Step-by-Step Arithmetic Visualization

The steps command is one of ucalc’s most powerful educational features. It decomposes every arithmetic operation into the hardware-level stages specific to the active number system, revealing the fundamental differences in how each number system performs arithmetic.

Different number systems have radically different internal mechanics: binary floating-point aligns exponents and normalizes; posit decodes a variable-length regime field; logarithmic types convert multiplication into addition; fixed-point works with scaled integers; double-double uses error-free transformations to extend precision without wider hardware. The steps command makes all of this visible.

IEEE Binary Floating-Point (fp16, fp32, fp64, fp128, bfloat16)

Binary floating-point arithmetic follows the textbook pipeline: decompose operands into sign/exponent/significand, align exponents by shifting the smaller operand, perform integer arithmetic on significands, normalize the result, and round to fit.

fp16> steps 1.5 + 0.375
  1.5000e+00 + 3.7500e-01 = 1.8750e+00
    1. Decompose operands
       A = +1.1000000000 * 2^0
                  B = +1.1000000000 * 2^-2
    2. Align exponents
       shift B right by 2 positions to match exponent 2^0
    3. Add significands
       1.5 + 0.375 = 1.875 (at exponent 2^0)
    4. Normalize
       already normalized (1.xxx form)
    5. Round
       round to 11 significand bits
                  result: +1.1110000000 * 2^0 = 1.875

Students see exactly how the alignment shift can discard low-order bits (the source of rounding error in floating-point addition), and how normalization can shift the result to maintain the leading-1 convention.

Posit (posit8, posit16, posit32, posit64)

Posit arithmetic is similar to IEEE at the significand level, but the regime field makes encoding and decoding more complex. The steps show how the variable-length regime determines the scale, and how the remaining bits are divided between exponent and fraction.

posit16> steps 1.5 * 0.375
  1.5000e+00 * 3.7500e-01 = 5.6250e-01
    1. Decode posit operands
       A: regime=10 (k=0), scale=2^0, 11 fraction bits
                  B: regime=01 (k=-1), scale=2^-2, 11 fraction bits
    2. Add exponents (multiply scales)
       2^0 * 2^-2 = 2^(0+-2) = 2^-2
    3. Multiply significands
       1.5 * 1.5 = 1.125
    4. Re-encode regime
       result scale: 2^-1 -> regime k=-1 (01), exponent=3
                  11 fraction bits available
    5. Round to fit
       round to 11 fraction bits
                  result: 0.5625

Notice the re-encoding step: posit must map the result scale back to a regime encoding, and this determines how many fraction bits remain.

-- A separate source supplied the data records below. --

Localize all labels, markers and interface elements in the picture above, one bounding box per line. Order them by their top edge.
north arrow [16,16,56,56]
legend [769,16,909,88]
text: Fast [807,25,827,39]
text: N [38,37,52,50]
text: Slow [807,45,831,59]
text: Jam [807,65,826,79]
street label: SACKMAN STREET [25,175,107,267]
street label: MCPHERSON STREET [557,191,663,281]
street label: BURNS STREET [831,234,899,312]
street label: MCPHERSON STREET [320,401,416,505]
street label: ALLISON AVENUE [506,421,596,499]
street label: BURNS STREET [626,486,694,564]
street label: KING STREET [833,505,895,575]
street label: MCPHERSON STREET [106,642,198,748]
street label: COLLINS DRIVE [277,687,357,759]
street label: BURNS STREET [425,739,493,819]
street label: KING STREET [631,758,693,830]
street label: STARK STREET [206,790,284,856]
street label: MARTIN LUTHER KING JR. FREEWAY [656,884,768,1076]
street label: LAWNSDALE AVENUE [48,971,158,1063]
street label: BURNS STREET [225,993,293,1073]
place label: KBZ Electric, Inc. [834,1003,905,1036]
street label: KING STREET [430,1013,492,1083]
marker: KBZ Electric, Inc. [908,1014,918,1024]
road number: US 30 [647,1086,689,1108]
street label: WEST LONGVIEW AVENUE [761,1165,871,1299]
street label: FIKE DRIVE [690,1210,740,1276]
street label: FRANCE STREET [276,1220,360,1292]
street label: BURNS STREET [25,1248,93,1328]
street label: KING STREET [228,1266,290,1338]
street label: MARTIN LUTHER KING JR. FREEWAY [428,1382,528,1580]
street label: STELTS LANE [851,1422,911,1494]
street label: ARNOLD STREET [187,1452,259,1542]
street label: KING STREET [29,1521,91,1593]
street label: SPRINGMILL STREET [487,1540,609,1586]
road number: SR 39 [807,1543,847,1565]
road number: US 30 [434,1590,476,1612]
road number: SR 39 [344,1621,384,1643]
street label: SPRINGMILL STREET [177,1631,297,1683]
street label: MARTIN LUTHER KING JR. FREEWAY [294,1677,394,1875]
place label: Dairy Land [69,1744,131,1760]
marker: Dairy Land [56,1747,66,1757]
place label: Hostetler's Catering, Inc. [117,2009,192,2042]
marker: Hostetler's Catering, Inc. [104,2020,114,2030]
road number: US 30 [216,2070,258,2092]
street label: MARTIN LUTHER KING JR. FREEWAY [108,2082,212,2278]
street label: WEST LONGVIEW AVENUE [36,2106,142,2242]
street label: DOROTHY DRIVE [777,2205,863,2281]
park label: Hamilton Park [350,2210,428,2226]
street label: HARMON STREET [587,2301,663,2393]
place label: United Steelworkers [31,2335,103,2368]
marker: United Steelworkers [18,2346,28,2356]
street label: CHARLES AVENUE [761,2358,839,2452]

Values near 1.0 get short regimes (more fraction bits = more precision), while extreme values get long regimes (fewer fraction bits = less precision).

Fixed-Point (fixpnt16, fixpnt32)

Fixed-point arithmetic is the simplest: scale both operands to integers, perform integer arithmetic, and check for overflow. No alignment, normalization, or rounding needed (unless the result overflows).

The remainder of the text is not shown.